EXERCISE INSTRUCTIONS
Every line from the start of the data through the line containing "content:''; position:absolute; left:50%;" should be retyped exactly; the pictures should not.

Saved data entries:
•••

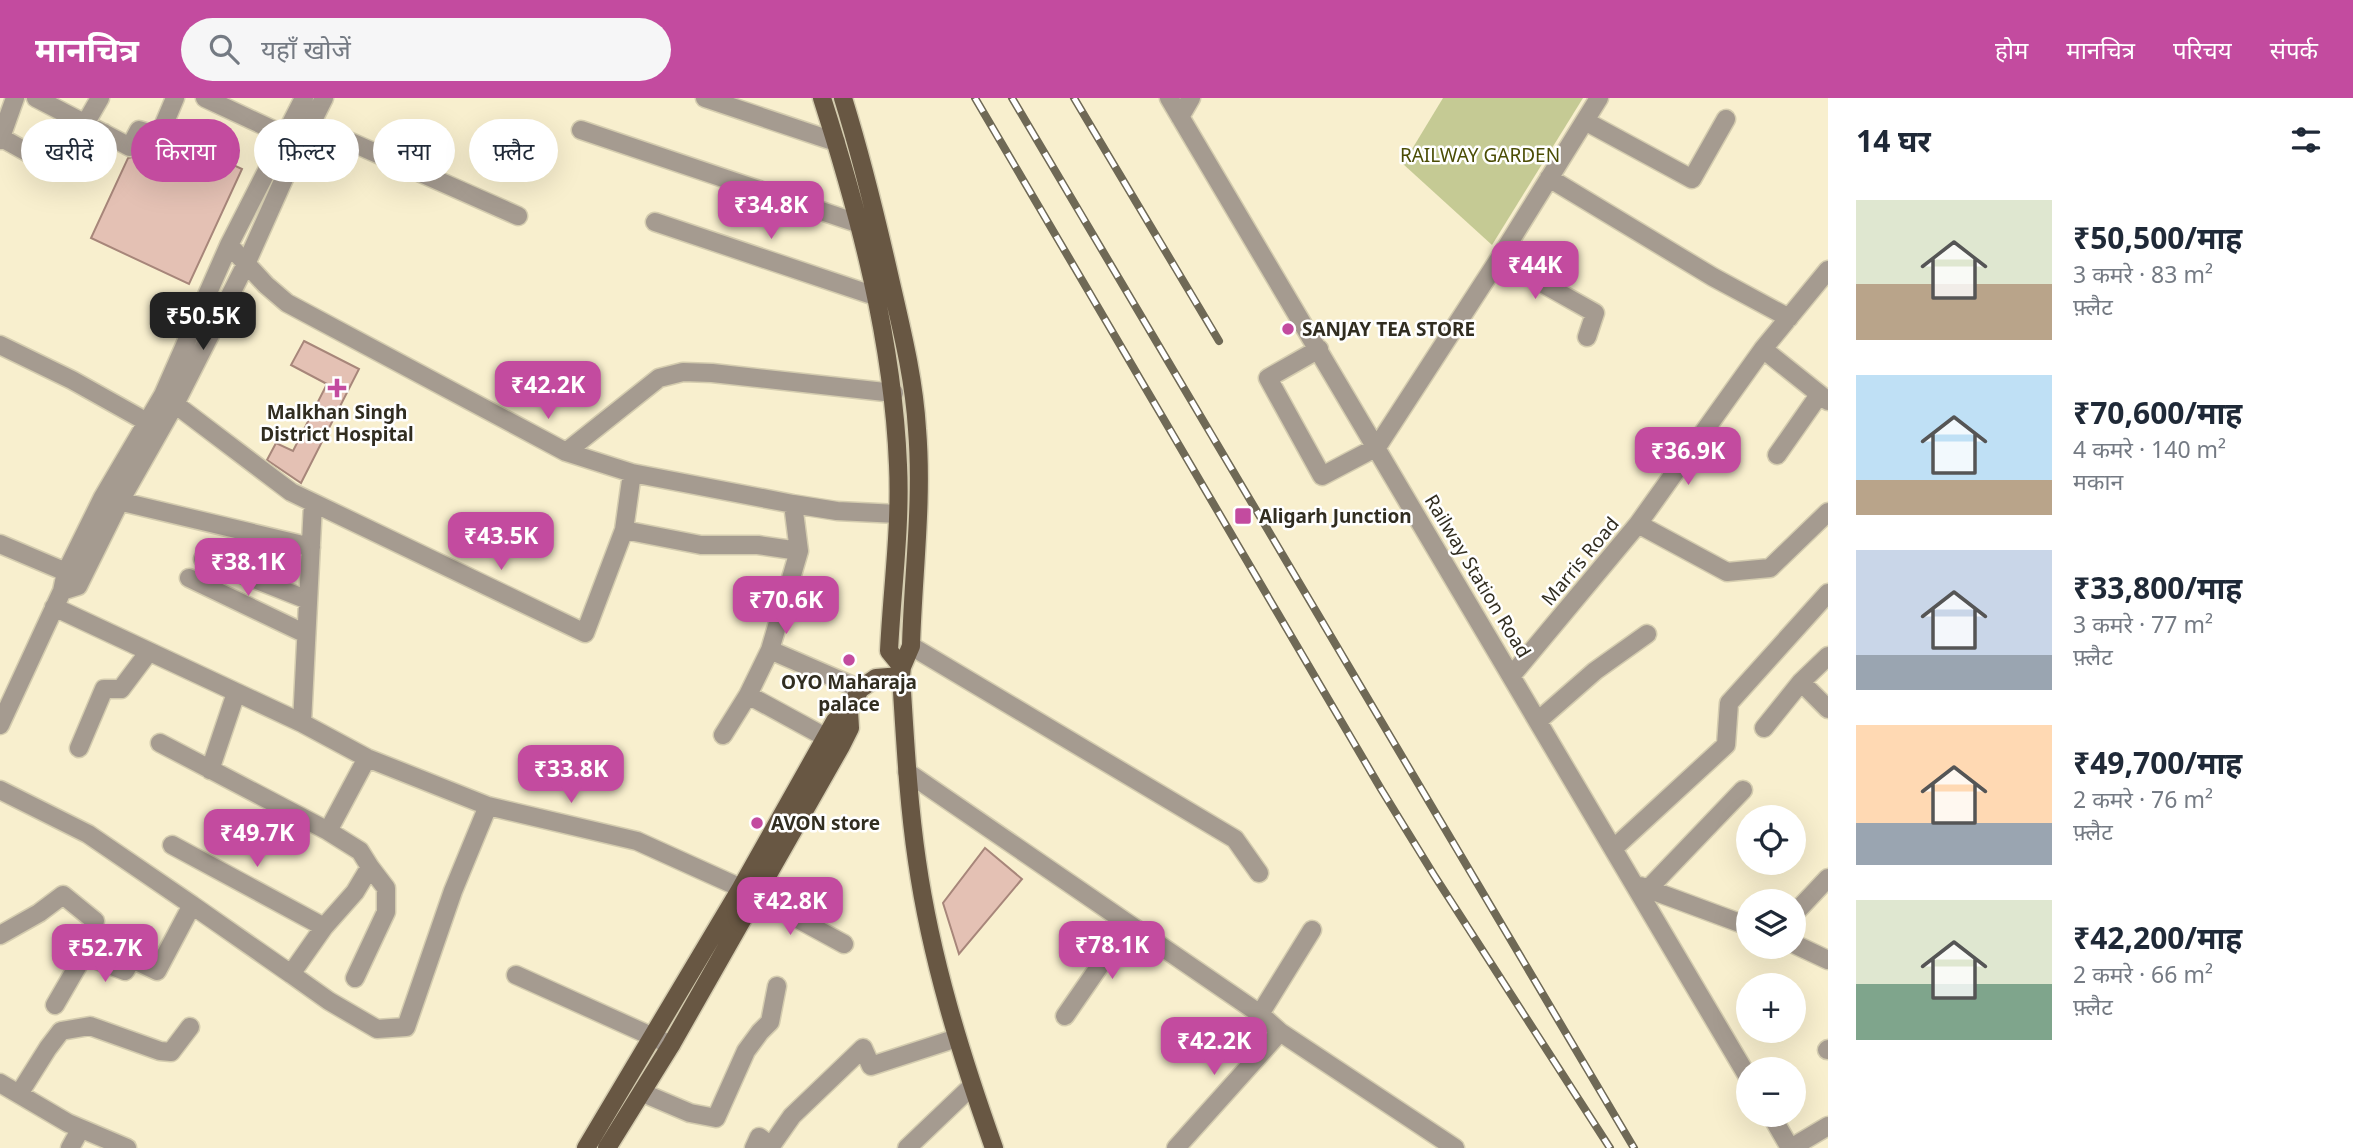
<!DOCTYPE html>
<html lang="hi">
<head>
<meta charset="utf-8">
<style>
	:root { --surface:#fff; --page:#f6f6f7; --text:#1f2937; --muted:#747a83; --accent:#c34b9f }
	body { margin:0; font-family:"Noto Sans","Noto Sans Devanagari",sans-serif; background:var(--page); color:var(--text); height:100vh; display:flex; flex-direction:column; font-size:26px; white-space:nowrap }
	* { box-sizing:border-box; margin:0 }
	p { font-size:23px; color:var(--muted) }
	.icon { flex:none; width:38px; height:38px; fill:none; stroke:currentColor; stroke-width:2; stroke-linecap:round; stroke-linejoin:round }
	.map { position:relative; flex:1; overflow:hidden }
	.details { display:flex; flex-direction:column; background:var(--surface); width:525px }
	.details>* { flex:none }
	.guide { position:absolute; left:21px; top:21px; width:665px; height:63px; display:flex; gap:14px }
	.fabs { position:absolute; left:1736px; top:707px; display:grid; gap:14px }
	.fabs a { display:grid; place-items:center; width:70px; height:70px; border-radius:50%; background:var(--surface); box-shadow:0 7px 28px #0002; font-size:35px }
	.price { position:absolute; translate:-50% -60px; padding:0 16px; border-radius:14px; background:var(--accent); color:#fff; font-size:23px; line-height:46px; filter:drop-shadow(0 2px 4px #0008) }
	.price::after { content:''; position:absolute; left:50%; top:42px; width:21px; height:16px; margin-left:-10px; background:inherit; clip-path:polygon(0 0,100% 0,50% 100%) }
	.price.active { background:#222; color:#fff }
	ul { padding:0; list-style:none }
	li { display:flex; align-items:center; gap:21px; height:175px; padding:0 28px }
	li span { display:grid; place-items:center; flex:none; width:196px; height:140px; border-radius:0px; color:#555 }
	li>.icon { margin-inline-start:auto }
	span .icon { width:84px; height:84px; fill:#fffc; stroke-width:1 }
	li b { font-size:30px }
	h2 { display:flex; justify-content:space-between; align-items:center; height:84px; padding:0 28px; font-size:30px }
	.tag { padding:0 24px; border-radius:32px; background:var(--surface); box-shadow:0 7px 28px #0002; font-size:24px; line-height:63px }
	.tag.active { background:var(--accent); color:#fff }
	header { display:flex; align-items:center; gap:42px; box-sizing:border-box; height:98px; padding:0 35px; background:var(--accent); color:#fff }
	header strong { font-size:33px }
	nav { display:flex; gap:38px; margin-inline-start:auto; font-size:24px }
	.search { width:490px; height:63px; background:var(--page); display:flex; align-items:center; gap:18px; box-sizing:border-box; padding:0 24px; border-radius:38px; color:var(--muted); font-size:26px }
	main { display:flex; flex:1; min-height:0 }
	.map>svg:first-child { display:block }
</style>
</head>
<body>
<header>
<strong>मानचित्र</strong>
<div class="search"><svg class="icon" aria-label="search" viewBox="0 0 24 24"><circle cx="10" cy="10" r="6"/><path d="M15 15l6 6"/></svg>यहाँ खोजें</div>
<nav><a>होम</a><a>मानचित्र</a><a>परिचय</a><a>संपर्क</a></nav>
</header>
<main>
<div class="map">
<svg width="1828" height="1050" viewBox="0 0 1828 1050">
	<rect width="100%" height="100%" fill="#f8efce"/>
	<path fill="#c5ca94" d="M1443,0H1583L1492,147L1403,66Z"/>
	<path fill="#e4c1b4" stroke="#a7867a" stroke-width="2" d="M143,48L203,76L212,57L242,71L189,186L91,140L128,60L137,58Z
		M304,243L359,271L301,385L267,362L276,345L293,353L327,286L291,267Z
		M985,750L1022,781L959,856L943,805Z"/>
	<g fill="none" stroke-linecap="round" stroke-linejoin="round">
		<g stroke="#d4ccaf" stroke-width="21">
			<path id="minor" d="M36,0L130,49L139,32L159,38L175,0
				M205,0L284,37
				M705,0L836,44
				M1169,0L1748,979
				M1180,19L1191,0
				M301,22L518,118
				M1585,23L1692,81L1726,21
				M85,26L100,0
				M581,32L860,126
				M0,39L61,73L69,63L86,72L104,35
				M0,42L15,0
				M1549,80L1713,179L1789,220
				M655,124L875,198
				M229,147L266,187L287,205L566,354L632,375L793,406L837,413L898,416
				M1499,161L1595,215L1587,239
				M0,247L72,282L147,324
				M1319,251L1268,280L1322,378L1377,349L1499,161L1599,0
				M1763,251L1828,303
				M163,297L291,394L585,535L624,432L632,375
				M566,354L659,280L683,274L712,275L894,295
				M1777,357L1819,297
				M110,401L311,449
				M1638,426L1727,474L1770,470L1828,414
				M624,432L701,447H758L799,453
				M0,446L66,474
				M203,461L308,502
				M189,480L306,536
				M62,493L78,488L120,403L175,306L246,166L287,74L324,0
				M54,509L302,625L367,660L488,708L637,743L741,790L844,846
				M911,548L1235,741L1259,775
				M770,552L799,453L793,406
				M1512,577L1638,426L1763,251L1828,172
				M1801,584L1828,611
				M748,597L770,552L860,591
				M1539,622L1595,573L1647,536
				M302,625L313,405
				M0,627L62,493L66,474L103,399L163,297L229,147L304,0
				M1764,630L1801,584L1828,558
				M723,637L748,597L827,640
				M79,650L104,591H121L148,555
				M210,672L236,595
				M907,674L1260,916L1280,934L1455,1050
				M0,692L88,736L192,807
				M328,733L367,660
				M172,747L324,829
				M1613,751L1726,647L1729,605L1828,495
				M1640,788L1748,828
				M1649,790L1743,692
				M1794,816L1828,780
				M0,837L39,815L63,797L95,823
				M1794,846L1828,862
				M291,876L329,903L377,931L406,929L453,793L488,708
				M516,877L671,947
				M355,880L386,814V790L370,769
				M55,907L84,857L125,873L132,861L157,873L192,807L291,876L324,829L355,794L370,769L360,753L328,733L160,645
				M1260,916L1312,832
				M1065,918L1128,827
				M1827,952L1828,951
				M0,985L68,1025L127,1050
				M643,995L690,1015L716,1020L746,953L760,934L770,924L777,888
				M19,996L48,950L61,933L90,928L160,953L171,954L190,929
				M1771,1017L1790,1050
				M70,1050L80,1032
				M754,1050L759,1039L771,1048L792,1018L863,950L871,968L957,940
				M907,1050L972,988
				M1176,1050L1280,934
				M1791,1050L1828,1028"/>
		</g>
		<g stroke="#d4ccaf" stroke-width="21">
			<path id="major" d="M822,0C860,119 893,243 898,367C901,429 892,491 889,553L902,569
				M843,0C862,61 877,123 891,185C902,233 914,281 917,331C923,403 913,476 911,548L902,569L901,578C905,639 908,702 917,763C931,861 961,957 994,1050
				M586,1050L741,790L835,623L849,613L860,591L876,580L901,578
				M607,1050L671,947L841,648L850,630L849,613"/>
		</g>
		<use href="#minor" stroke="#a59b90" stroke-width="18"/>
		<use href="#major" stroke="#685743" stroke-width="18"/>
		<g stroke="#6f6956" stroke-width="8">
			<path id="rail" d="M975,0L1381,691L1434,777L1610,1050
				M1012,0L1634,1050
				M1074,0L1219,243"/>
		</g>
		<use href="#rail" stroke="#fff" stroke-width="5" stroke-dasharray="16" stroke-linecap="butt"/>
	</g>
	<g fill="#c34b9f" stroke="#fff" stroke-width="2.5">
		<circle cx="1288" cy="231" r="7"/>
		<path d="M333.5 279.5h7v7h7v7h-7v7h-7v-7h-7v-7h7z"/>
		<rect x="1234" y="409" width="18" height="18" rx="3.5"/>
		<circle cx="849" cy="562" r="7"/>
		<circle cx="757" cy="725" r="7"/>
	</g>
	<g text-anchor="middle" stroke-width="5" stroke-linejoin="round" paint-order="stroke">
		<g font-size="19" fill="#4b4d05" stroke="#fff">
			<text x="1480" y="64">RAILWAY GARDEN</text>
		</g>
		<g font-size="19" font-weight="bold" fill="#312d20" stroke="#fff" text-anchor="start">
			<text x="1302" y="238">SANJAY TEA STORE</text>
			<text x="337" y="321" text-anchor="middle">Malkhan Singh<tspan x="337" dy="22">District Hospital</tspan></text>
			<text x="1259" y="425">Aligarh Junction</text>
			<text x="849" y="591" text-anchor="middle">OYO Maharaja<tspan x="849" dy="22">palace</tspan></text>
			<text x="771" y="732">AVON store</text>
		</g>
		<g font-size="19" fill="#312d20" stroke="#fff">
			<text transform="translate(1580 463) rotate(-50)" y="7">Marris Road</text>
			<text transform="translate(1478 478) rotate(59)" y="7">Railway Station Road</text>
		</g>
	</g>
</svg>
<div class="fabs">
<a><svg class="icon" aria-label="locate" viewBox="0 0 24 24"><circle cx="12" cy="12" r="6"/><path d="M12 2v4M12 18v4M2 12h4M18 12h4"/></svg></a>
<a><svg class="icon" aria-label="layers" viewBox="0 0 24 24"><path d="M12 4l9 5-9 5-9-5zM3 14l9 5 9-5"/></svg></a>
<a>+</a>
<a>−</a>
</div>
<b class="price" style="left:771px;top:143px">₹34.8K</b>
<b class="price" style="left:1535px;top:203px">₹44K</b>
<b class="price active" style="left:203px;top:254px">₹50.5K</b>
<b class="price" style="left:548px;top:323px">₹42.2K</b>
<b class="price" style="left:1688px;top:389px">₹36.9K</b>
<b class="price" style="left:501px;top:474px">₹43.5K</b>
<b class="price" style="left:248px;top:500px">₹38.1K</b>
<b class="price" style="left:786px;top:538px">₹70.6K</b>
<b class="price" style="left:571px;top:707px">₹33.8K</b>
<b class="price" style="left:257px;top:771px">₹49.7K</b>
<b class="price" style="left:790px;top:839px">₹42.8K</b>
<b class="price" style="left:1112px;top:883px">₹78.1K</b>
<b class="price" style="left:105px;top:886px">₹52.7K</b>
<b class="price" style="left:1214px;top:979px">₹42.2K</b>
<div class="guide">
<a class="tag">खरीदें</a>
<a class="tag active">किराया</a>
<a class="tag">फ़िल्टर</a>
<a class="tag">नया</a>
<a class="tag">फ़्लैट</a>
</div>
</div>
<section class="details">
<h2>14 घर<svg class="icon" aria-label="filters" viewBox="0 0 24 24"><path d="M4 7h16M4 17h16"/><circle cx="9" cy="7" r="2"/><circle cx="15" cy="17" r="2"/></svg></h2>
<ul>
<li><span style="background:linear-gradient(#dfe7d0 60%,#b9a48a 0)"><svg class="icon" aria-label="home" viewBox="0 0 24 24"><path d="M3 11l9-7 9 7M6 9v11h12V9"/></svg></span><div><b>₹50,500/माह</b><p>3 कमरे · 83 m²</p><p>फ़्लैट</p></div></li>
<li><span style="background:linear-gradient(#bfe0f5 75%,#b9a48a 0)"><svg class="icon" aria-label="home" viewBox="0 0 24 24"><path d="M3 11l9-7 9 7M6 9v11h12V9"/></svg></span><div><b>₹70,600/माह</b><p>4 कमरे · 140 m²</p><p>मकान</p></div></li>
<li><span style="background:linear-gradient(#c9d6e8 75%,#9aa5b1 0)"><svg class="icon" aria-label="home" viewBox="0 0 24 24"><path d="M3 11l9-7 9 7M6 9v11h12V9"/></svg></span><div><b>₹33,800/माह</b><p>3 कमरे · 77 m²</p><p>फ़्लैट</p></div></li>
<li><span style="background:linear-gradient(#ffd9b3 70%,#9aa5b1 0)"><svg class="icon" aria-label="home" viewBox="0 0 24 24"><path d="M3 11l9-7 9 7M6 9v11h12V9"/></svg></span><div><b>₹49,700/माह</b><p>2 कमरे · 76 m²</p><p>फ़्लैट</p></div></li>
<li><span style="background:linear-gradient(#dfe7d0 60%,#7fa58c 0)"><svg class="icon" aria-label="home" viewBox="0 0 24 24"><path d="M3 11l9-7 9 7M6 9v11h12V9"/></svg></span><div><b>₹42,200/माह</b><p>2 कमरे · 66 m²</p><p>फ़्लैट</p></div></li>
</ul>
</section>
</main>
</body>
</html>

•••

THE COMPLETED TASK
<!DOCTYPE html>
<html lang="hi">
<head>
<meta charset="utf-8">
<style>
	:root { --surface:#fff; --page:#f6f6f7; --text:#1f2937; --muted:#747a83; --accent:#c34b9f }
	body { margin:0; font-family:"Noto Sans","Noto Sans Devanagari",sans-serif; background:var(--page); color:var(--text); height:100vh; display:flex; flex-direction:column; font-size:26px; white-space:nowrap }
	* { box-sizing:border-box; margin:0 }
	p { font-size:23px; color:var(--muted) }
	.icon { flex:none; width:38px; height:38px; fill:none; stroke:currentColor; stroke-width:2; stroke-linecap:round; stroke-linejoin:round }
	.map { position:relative; flex:1; overflow:hidden }
	.details { display:flex; flex-direction:column; background:var(--surface); width:525px }
	.details>* { flex:none }
	.guide { position:absolute; left:21px; top:21px; width:665px; height:63px; display:flex; gap:14px }
	.fabs { position:absolute; left:1736px; top:707px; display:grid; gap:14px }
	.fabs a { display:grid; place-items:center; width:70px; height:70px; border-radius:50%; background:var(--surface); box-shadow:0 7px 28px #0002; font-size:35px }
	.price { position:absolute; translate:-50% -60px; padding:0 16px; border-radius:14px; background:var(--accent); color:#fff; font-size:23px; line-height:46px; filter:drop-shadow(0 2px 4px #0008) }
	.price::after { content:''; position:absolute; left:50%; top:42px; width:21px; height:16px; margin-left:-10px; background:inherit; clip-path:polygon(0 0,100% 0,50% 100%) }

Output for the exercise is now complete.